[Stored entries]
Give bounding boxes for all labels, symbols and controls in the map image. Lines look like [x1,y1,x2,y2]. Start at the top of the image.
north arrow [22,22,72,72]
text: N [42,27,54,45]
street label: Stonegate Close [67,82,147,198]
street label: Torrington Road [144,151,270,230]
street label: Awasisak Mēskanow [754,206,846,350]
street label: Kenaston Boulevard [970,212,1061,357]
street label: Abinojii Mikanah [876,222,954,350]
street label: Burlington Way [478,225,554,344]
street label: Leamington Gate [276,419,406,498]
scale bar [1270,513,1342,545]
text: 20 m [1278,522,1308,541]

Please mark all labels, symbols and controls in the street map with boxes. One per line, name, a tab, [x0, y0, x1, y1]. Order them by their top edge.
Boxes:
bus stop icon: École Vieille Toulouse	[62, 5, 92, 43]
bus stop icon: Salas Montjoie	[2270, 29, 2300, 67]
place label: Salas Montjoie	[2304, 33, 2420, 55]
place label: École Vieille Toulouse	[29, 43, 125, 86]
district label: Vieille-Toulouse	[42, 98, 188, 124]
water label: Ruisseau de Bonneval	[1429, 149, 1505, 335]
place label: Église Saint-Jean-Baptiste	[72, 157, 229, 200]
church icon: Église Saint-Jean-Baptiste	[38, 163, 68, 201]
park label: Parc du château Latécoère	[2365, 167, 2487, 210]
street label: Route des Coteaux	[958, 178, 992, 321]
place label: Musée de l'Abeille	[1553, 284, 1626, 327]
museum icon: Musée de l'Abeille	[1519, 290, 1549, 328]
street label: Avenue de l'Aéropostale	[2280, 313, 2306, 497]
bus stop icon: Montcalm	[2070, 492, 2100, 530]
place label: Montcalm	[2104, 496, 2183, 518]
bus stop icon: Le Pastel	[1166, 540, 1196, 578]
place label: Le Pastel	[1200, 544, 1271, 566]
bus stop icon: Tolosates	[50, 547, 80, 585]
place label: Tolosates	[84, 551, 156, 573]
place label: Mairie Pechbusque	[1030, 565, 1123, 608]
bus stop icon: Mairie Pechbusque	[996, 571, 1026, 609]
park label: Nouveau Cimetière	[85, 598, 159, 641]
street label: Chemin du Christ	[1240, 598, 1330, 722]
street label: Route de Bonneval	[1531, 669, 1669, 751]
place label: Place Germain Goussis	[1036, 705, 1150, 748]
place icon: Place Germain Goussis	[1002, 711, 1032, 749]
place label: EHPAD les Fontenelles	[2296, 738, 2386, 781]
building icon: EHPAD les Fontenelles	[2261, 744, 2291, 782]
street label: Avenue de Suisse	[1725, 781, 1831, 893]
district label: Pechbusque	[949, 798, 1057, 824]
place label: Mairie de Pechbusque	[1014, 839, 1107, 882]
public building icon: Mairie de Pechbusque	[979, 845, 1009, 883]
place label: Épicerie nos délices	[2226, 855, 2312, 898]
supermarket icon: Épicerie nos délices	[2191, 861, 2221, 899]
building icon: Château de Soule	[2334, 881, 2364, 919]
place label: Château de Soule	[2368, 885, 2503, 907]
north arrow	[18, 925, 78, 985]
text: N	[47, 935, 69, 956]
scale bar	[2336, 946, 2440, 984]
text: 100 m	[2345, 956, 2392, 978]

What is needed:
Looking at the records above, which lines contain "Fontenelles"? Copy those lines.

Result of this task:
place label: EHPAD les Fontenelles	[2296, 738, 2386, 781]
building icon: EHPAD les Fontenelles	[2261, 744, 2291, 782]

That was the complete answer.